La ZTL a Terni sotto revisione, possibile retromarcia del Comune
Il Comune di Terni potrebbe essere sul punto di rivedere le restrizioni della Zona a Traffico Limitato (ZTL) dopo le critiche sollevate dall’associazione Confartigianato Imprese Terni. Se le modifiche proposte saranno significative, dovranno passare nuovamente per l’approvazione del consiglio comunale. Anche se l’amministrazione comunale non ha ancora confermato ufficialmente tali modifiche, sembra che sia stata raggiunta un’intesa con gli assessori alla mobilità e al commercio per riconsiderare alcune disposizioni della ZTL.

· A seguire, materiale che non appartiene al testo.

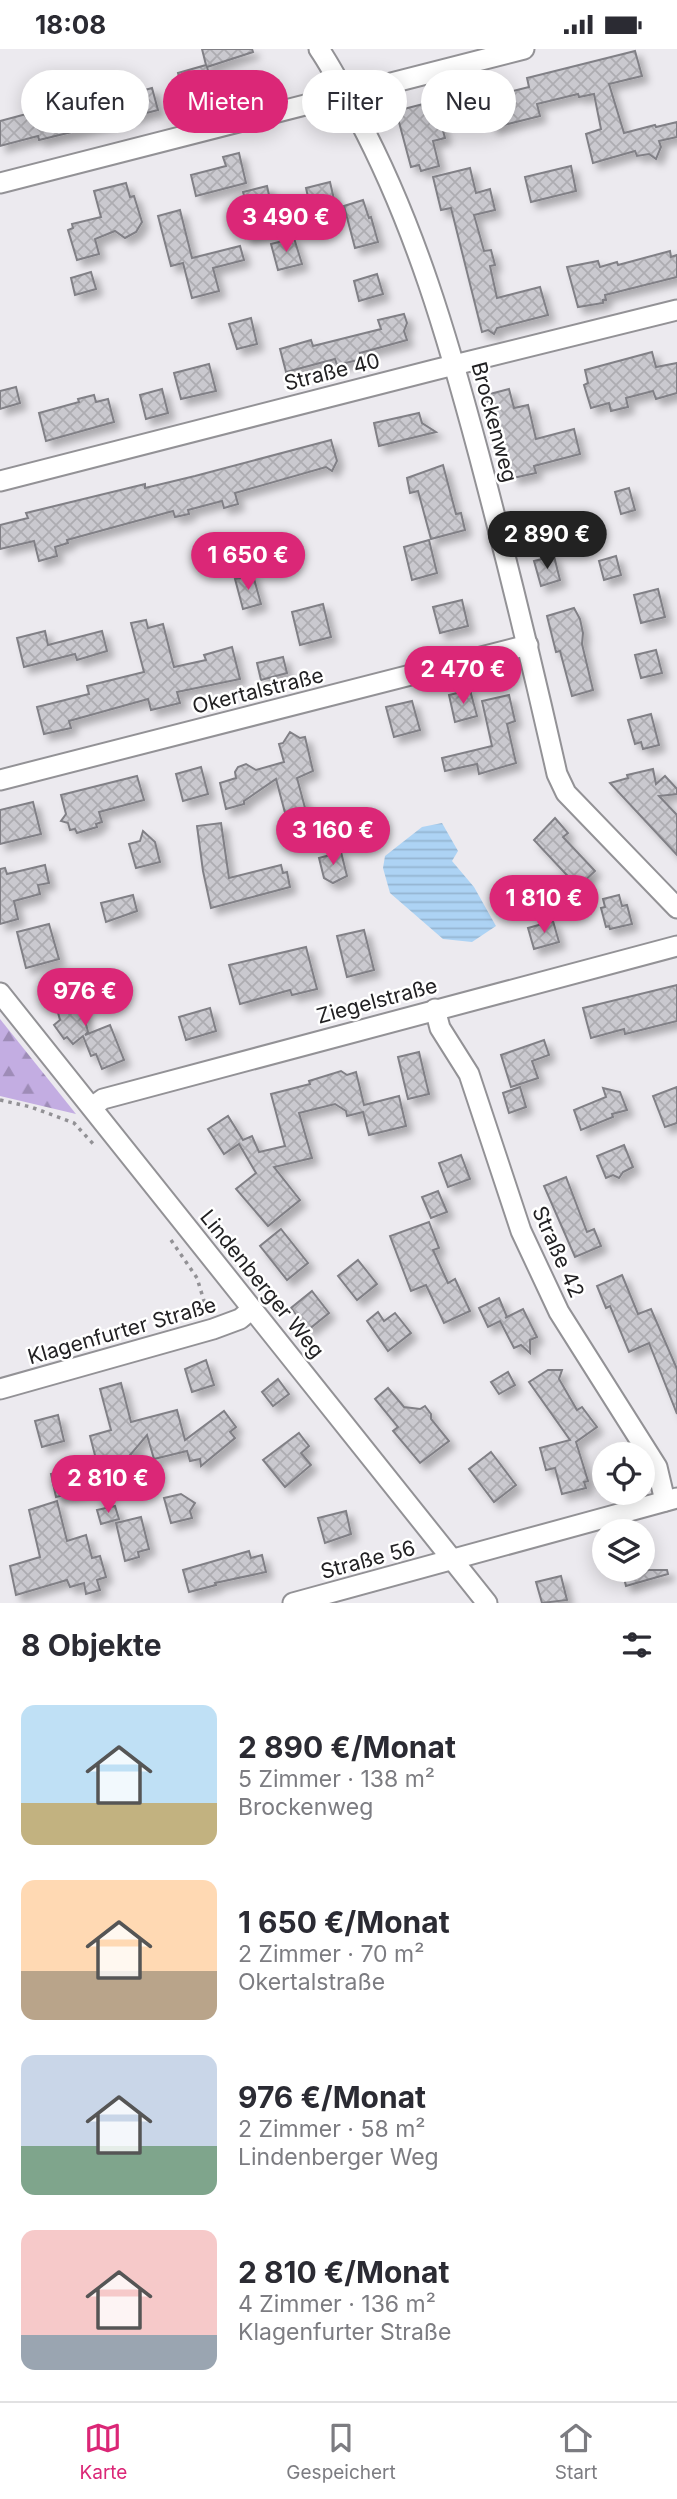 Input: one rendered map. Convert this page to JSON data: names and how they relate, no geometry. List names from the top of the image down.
{
  "streets": {
    "street": [
      "Straße 40",
      "Brockenweg",
      "Okertalstraße",
      "Ziegelstraße",
      "Straße 42",
      "Lindenberger Weg",
      "Klagenfurter Straße",
      "Straße 56"
    ]
  },
  "crossings": [
    ["Straße 40", "Brockenweg"],
    ["Brockenweg", "Okertalstraße"],
    ["Ziegelstraße", "Straße 42"],
    ["Ziegelstraße", "Lindenberger Weg"],
    ["Straße 42", "Straße 56"],
    ["Lindenberger Weg", "Klagenfurter Straße"],
    ["Lindenberger Weg", "Straße 56"]
  ],
  "page": {
    "status": "18:08",
    "chip": [
      "Kaufen",
      "Mieten",
      "Filter",
      "Neu"
    ],
    "price": [
      "3 490 €",
      "2 890 €",
      "1 650 €",
      "2 470 €",
      "3 160 €",
      "1 810 €",
      "976 €",
      "2 810 €"
    ],
    "heading": "8 Objekte",
    "list": [
      {
        "name": "2 890 €/Monat",
        "note": "5 Zimmer · 138 m² · Brockenweg"
      },
      {
        "name": "1 650 €/Monat",
        "note": "2 Zimmer · 70 m² · Okertalstraße"
      },
      {
        "name": "976 €/Monat",
        "note": "2 Zimmer · 58 m² · Lindenberger Weg"
      },
      {
        "name": "2 810 €/Monat",
        "note": "4 Zimmer · 136 m² · Klagenfurter Straße"
      }
    ],
    "tabs": ["Karte", "Gespeichert", "Start"]
  }
}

Confartigianato Imprese Terni ha sollevato preoccupazioni riguardo all’impatto e alle modalità di implementazione delle nuove regole della ZTL, sostenendo che alcuni cambiamenti sono risultati problematici già nei primi giorni di attuazione. L’associazione ha riportato di aver ottenuto la promessa di estendere l’orario per il carico e scarico e di rivedere le aree soggette a restrizioni.
L’assessore alla mobilità, Marco Iapadre, ha confermato che le problematiche sollevate da Confartigianato verranno prese in considerazione, ma ha sottolineato che non ci sarà un cambiamento radicale di rotta. Le eventuali modifiche al regolamento dovranno essere discusse e votate nuovamente in consiglio comunale.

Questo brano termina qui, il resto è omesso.